As with the voted measures for the 2021 GC Session, the proposal for future GC Sessions recommends the number of delegates be proportionately reduced, no special guests be invited, the number of days of the event be shortened, but still include one Sabbath. The proposal also recommends that future GC Sessions not include exhibits, booths or ancillary meetings.
Other than to add GC attached unions and fields to the language, the proposal to explore future GC Sessions was approved with 191 (yes) to 1 (no).
Wilson affirmed that a broadly based group of division representatives and General Conference officers will bring recommendations to a future General Conference Executive Committee about the length, scope and structure of future GC Sessions. Any Executive Committee proposals that require General Conference Session action will be presented to the Session.

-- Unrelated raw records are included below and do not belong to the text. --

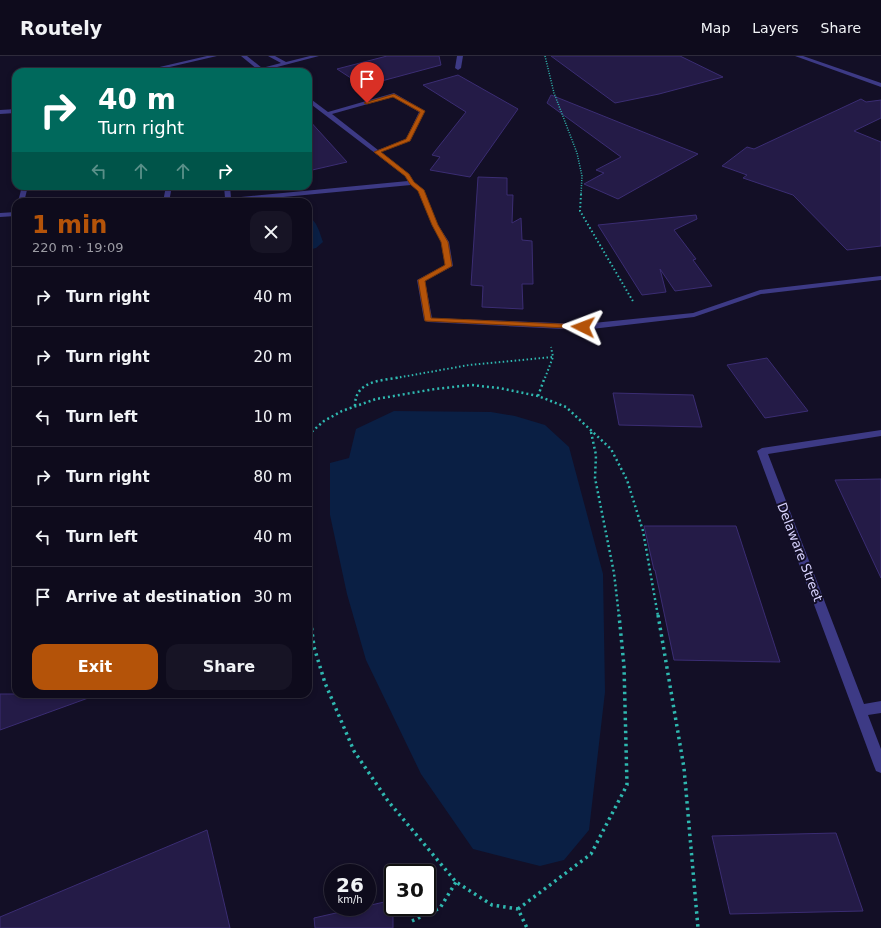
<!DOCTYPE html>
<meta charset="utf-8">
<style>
:root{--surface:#0e0b1c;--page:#171425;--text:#f1f3f6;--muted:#9b9ba3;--line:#2e2b3b;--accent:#b45309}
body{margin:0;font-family:"DejaVu Sans",sans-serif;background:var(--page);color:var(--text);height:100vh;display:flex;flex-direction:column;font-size:15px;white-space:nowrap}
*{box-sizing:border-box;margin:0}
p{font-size:13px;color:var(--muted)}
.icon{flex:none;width:22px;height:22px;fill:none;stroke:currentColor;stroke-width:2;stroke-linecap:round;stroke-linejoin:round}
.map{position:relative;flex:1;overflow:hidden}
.details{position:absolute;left:12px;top:142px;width:300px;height:500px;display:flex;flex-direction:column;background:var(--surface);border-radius:12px;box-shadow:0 2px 6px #0003,0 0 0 1px var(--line)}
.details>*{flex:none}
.top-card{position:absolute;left:12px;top:12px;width:300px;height:122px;border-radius:12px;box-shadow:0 2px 6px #0003,0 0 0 1px var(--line);background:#00695c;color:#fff;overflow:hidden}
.speed{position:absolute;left:324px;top:808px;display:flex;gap:8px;font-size:20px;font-weight:700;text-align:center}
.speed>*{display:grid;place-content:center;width:52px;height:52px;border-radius:50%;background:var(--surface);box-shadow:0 2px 6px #0003,0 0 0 1px var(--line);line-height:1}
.speed small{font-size:10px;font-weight:400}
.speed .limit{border:2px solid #111;border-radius:6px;background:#fff;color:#111}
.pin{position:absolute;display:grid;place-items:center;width:34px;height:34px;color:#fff;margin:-41px -17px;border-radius:50% 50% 50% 0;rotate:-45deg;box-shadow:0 0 4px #0007}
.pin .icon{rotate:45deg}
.me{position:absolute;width:44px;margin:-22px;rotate:273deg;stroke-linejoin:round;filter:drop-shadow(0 0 3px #0008)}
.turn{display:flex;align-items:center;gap:14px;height:84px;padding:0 20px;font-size:18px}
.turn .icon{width:52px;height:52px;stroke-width:2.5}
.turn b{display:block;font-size:28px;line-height:34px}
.lanes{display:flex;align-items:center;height:38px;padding:0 20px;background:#0003;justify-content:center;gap:20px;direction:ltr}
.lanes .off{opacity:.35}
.round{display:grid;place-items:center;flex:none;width:42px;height:42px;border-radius:12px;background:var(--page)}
.head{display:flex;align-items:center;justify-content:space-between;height:68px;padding:0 20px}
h1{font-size:24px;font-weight:700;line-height:30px;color:var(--accent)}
.cta{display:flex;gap:8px;margin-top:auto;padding:8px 20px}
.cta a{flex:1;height:46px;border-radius:12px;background:var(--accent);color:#fff;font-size:16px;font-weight:700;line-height:46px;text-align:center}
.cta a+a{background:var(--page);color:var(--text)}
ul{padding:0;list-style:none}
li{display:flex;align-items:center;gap:12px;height:60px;padding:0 20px;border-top:1px solid var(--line)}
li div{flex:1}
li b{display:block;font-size:15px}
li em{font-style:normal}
header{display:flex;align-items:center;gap:24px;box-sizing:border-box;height:56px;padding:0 20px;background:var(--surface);border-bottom:1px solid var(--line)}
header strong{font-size:19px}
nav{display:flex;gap:22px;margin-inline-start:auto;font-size:14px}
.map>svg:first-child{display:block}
</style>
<header>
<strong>Routely</strong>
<nav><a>Map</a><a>Layers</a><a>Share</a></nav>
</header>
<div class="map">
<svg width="881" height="872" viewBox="0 0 881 872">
<rect width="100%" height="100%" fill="#130f26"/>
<g fill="#0a1f44">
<path d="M308,161C317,164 320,178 323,186L316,192L308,194Z"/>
<polygon points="394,355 491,356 515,360 545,369 569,391 603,518 605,636 589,774 564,804 540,810 473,793 421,718 366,604 347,538 330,459 330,407 349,402 356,373"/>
</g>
<g fill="#241b47" stroke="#3b2d73">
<polygon points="387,0 439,0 441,9 363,30 337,13"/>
<polygon points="551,0 680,0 723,21 659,38 615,47"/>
<polygon points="458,19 518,53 470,121 430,114 440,101 432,99 466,56 423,29"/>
<polygon points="551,39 698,98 618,143 584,128 604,117 596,114 621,101 547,47"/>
<polygon points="861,43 866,46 881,44 881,62 854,75 881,86 881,190 847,194 793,139 743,122 747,119 722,110 747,91 754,93"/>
<polygon points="308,63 347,106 308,115"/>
<polygon points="478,121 507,122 507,139 513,139 512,167 521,162 522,184 532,185 533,228 522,228 523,253 482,251 483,230 471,229"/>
<polygon points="696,159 697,163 674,174 696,203 693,204 712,230 675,235 660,213 666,236 642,239 598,169"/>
<polygon points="767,302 808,355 765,362 727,309"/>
<polygon points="613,337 693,339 702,371 619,369"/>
<polygon points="881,423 881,522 835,424"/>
<polygon points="644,470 736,470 780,606 674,604 655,514 654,514"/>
<polygon points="0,638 90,638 91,641 0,674"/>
<polygon points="207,774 230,872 0,872 0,861"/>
<polygon points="836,777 863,855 730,858 712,780"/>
<polygon points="393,844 393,872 315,872 314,862"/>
</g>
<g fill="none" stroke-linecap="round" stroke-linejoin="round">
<polyline stroke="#2fb8b0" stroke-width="1.5" stroke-dasharray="1 1.5" stroke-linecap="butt" points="545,0 554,37 577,97 582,120 581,139"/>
<g stroke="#2fb8b0" stroke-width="2" stroke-dasharray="1.5 2.5" stroke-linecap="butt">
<polyline points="581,138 580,155 634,247"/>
<polyline points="396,322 469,309 553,301"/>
<polyline points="545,322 553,301 551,291"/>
</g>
<g stroke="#2fb8b0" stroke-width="2.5" stroke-dasharray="2 3" stroke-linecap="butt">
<polyline points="538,340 545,321"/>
<path d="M355,350C355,324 381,325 401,321"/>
<polyline points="591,376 596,399 595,422 614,517 619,560"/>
<polyline points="308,379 324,365 342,355 376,343 435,333 471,329 499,332 538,340 566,351 611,393 627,424 643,475 658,560"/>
<polyline points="308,542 310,560"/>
</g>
<g stroke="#2fb8b0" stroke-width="3.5" stroke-dasharray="2.5 4" stroke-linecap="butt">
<polyline points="310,559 314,591 325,627 354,695 388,745 456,826 492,849 518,853 527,872"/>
<polyline points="658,559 684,712 698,872"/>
<polyline points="518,853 591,798 627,729 624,610 619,559"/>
<polyline points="412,865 440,852 456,826"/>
</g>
<g fill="#3d3a85" fill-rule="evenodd">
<polygon points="207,0 217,0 148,16 138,16"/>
<polygon points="241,0 247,0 262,12 281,7 268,0 275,0 286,6 310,0 319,0 258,16 249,16 257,13"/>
<polygon points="457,0 463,0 461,12 458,14 455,12"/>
<polygon points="795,0 803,0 881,27 881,31"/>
<path d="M394,37L425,55L410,85L381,96L409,118L414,126L424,134L438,169L449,186L453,210L425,225L432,262L583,268L693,257L760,234L881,220V224L761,238L694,261L583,274L428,266L424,264L417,224L445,209L441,186L432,169L418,135L411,129L230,146H205L208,144L225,142L224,130H230L231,142L408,125L405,120L308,46V41L328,56ZM393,41L419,56L406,83L378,94L332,58Z"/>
<polygon points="16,53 16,57 0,58 0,54"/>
<polygon points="22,130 28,130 24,146 18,146"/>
<polygon points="166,130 172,130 169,146 163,146"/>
<polygon points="16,156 16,160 0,161 0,157"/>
<polygon points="881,374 881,380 768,398 864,648 881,645 881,657 868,659 881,693 881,717 876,715 874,710 757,395 762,392"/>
</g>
</g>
<polygon fill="#b45309" stroke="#753606" points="394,38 425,55 410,85 381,96 409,118 414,126 424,134 438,169 448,186 452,210 425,225 431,262 583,269 587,271 586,273 425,265 418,224 445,209 441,186 432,169 418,135 410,128 405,120 374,96 406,83 420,56 393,41 367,48 364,47"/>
<g text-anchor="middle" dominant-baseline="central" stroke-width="4" stroke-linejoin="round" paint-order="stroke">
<g font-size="13" fill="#d9d4ff" stroke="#130f26">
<text transform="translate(800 496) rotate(69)">Delaware Street</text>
</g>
</g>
</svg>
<div class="speed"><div>26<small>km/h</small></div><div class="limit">30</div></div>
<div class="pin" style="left:367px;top:47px;background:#d93025"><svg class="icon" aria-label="arrive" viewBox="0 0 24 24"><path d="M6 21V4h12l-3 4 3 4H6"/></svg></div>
<svg class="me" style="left:583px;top:271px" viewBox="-20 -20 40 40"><path d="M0-17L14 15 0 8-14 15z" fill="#b45309" stroke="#fff" stroke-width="4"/></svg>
<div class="top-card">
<div class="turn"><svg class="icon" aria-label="right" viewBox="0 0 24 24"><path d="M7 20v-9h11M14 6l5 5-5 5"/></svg><div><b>40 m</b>Turn right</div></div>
<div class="lanes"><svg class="icon off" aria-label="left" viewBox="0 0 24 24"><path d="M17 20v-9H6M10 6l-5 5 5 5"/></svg><svg class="icon off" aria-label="ahead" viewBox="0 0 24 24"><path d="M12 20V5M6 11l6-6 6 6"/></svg><svg class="icon off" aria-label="ahead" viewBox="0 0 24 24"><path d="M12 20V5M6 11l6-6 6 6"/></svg><svg class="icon" aria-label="right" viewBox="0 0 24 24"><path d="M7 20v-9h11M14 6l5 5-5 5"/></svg></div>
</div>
<section class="details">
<div class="head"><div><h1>1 min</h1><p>220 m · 19:09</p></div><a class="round"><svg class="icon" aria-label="close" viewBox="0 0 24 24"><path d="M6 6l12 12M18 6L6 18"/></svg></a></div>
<ul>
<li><svg class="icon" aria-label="right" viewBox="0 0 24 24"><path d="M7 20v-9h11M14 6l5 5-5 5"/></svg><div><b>Turn right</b></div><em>40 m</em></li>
<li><svg class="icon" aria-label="right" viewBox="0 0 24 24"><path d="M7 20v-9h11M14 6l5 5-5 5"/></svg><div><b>Turn right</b></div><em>20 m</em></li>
<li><svg class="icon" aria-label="left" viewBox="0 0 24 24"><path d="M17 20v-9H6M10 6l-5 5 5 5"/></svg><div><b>Turn left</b></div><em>10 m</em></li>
<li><svg class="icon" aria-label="right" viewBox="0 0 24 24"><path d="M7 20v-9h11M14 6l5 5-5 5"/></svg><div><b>Turn right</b></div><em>80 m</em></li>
<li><svg class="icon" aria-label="left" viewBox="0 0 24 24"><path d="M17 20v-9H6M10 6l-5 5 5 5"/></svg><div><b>Turn left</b></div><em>40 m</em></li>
<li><svg class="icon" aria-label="arrive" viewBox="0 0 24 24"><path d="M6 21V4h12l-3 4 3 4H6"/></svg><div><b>Arrive at destination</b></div><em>30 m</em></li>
</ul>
<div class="cta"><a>Exit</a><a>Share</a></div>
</section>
</div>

Following the vote, GC general vice president Ella Simmons urged that the process of reviewing the future number of GC Session delegates be “completely clear and transparent.” Simmons emphasized that in reviewing the associated formula, the Church would consider if “all of its elements serve our needs at this time.”
The Work of God
“I did not anticipate that we would ever be at this point at this time,” noted Wilson during the meeting. In the same breath, he emphasized the global crisis is a calling for Seventh-day Adventists to minister to others. “This is a time for Adventists to spread hope and encouragement. We should be anchors of stability and pillars of hope,” Wilson said.
Quoting the biblical text 2 Timothy 1:7, the Adventist world Church president reminded Executive Committee members that “God has not given us a spirit of fear.” Wilson also shared his conviction that the mission of the Church will move forward. “The Three Angels Messages are not being stopped by the coronavirus. God’s work will not be inhibited by this virus.”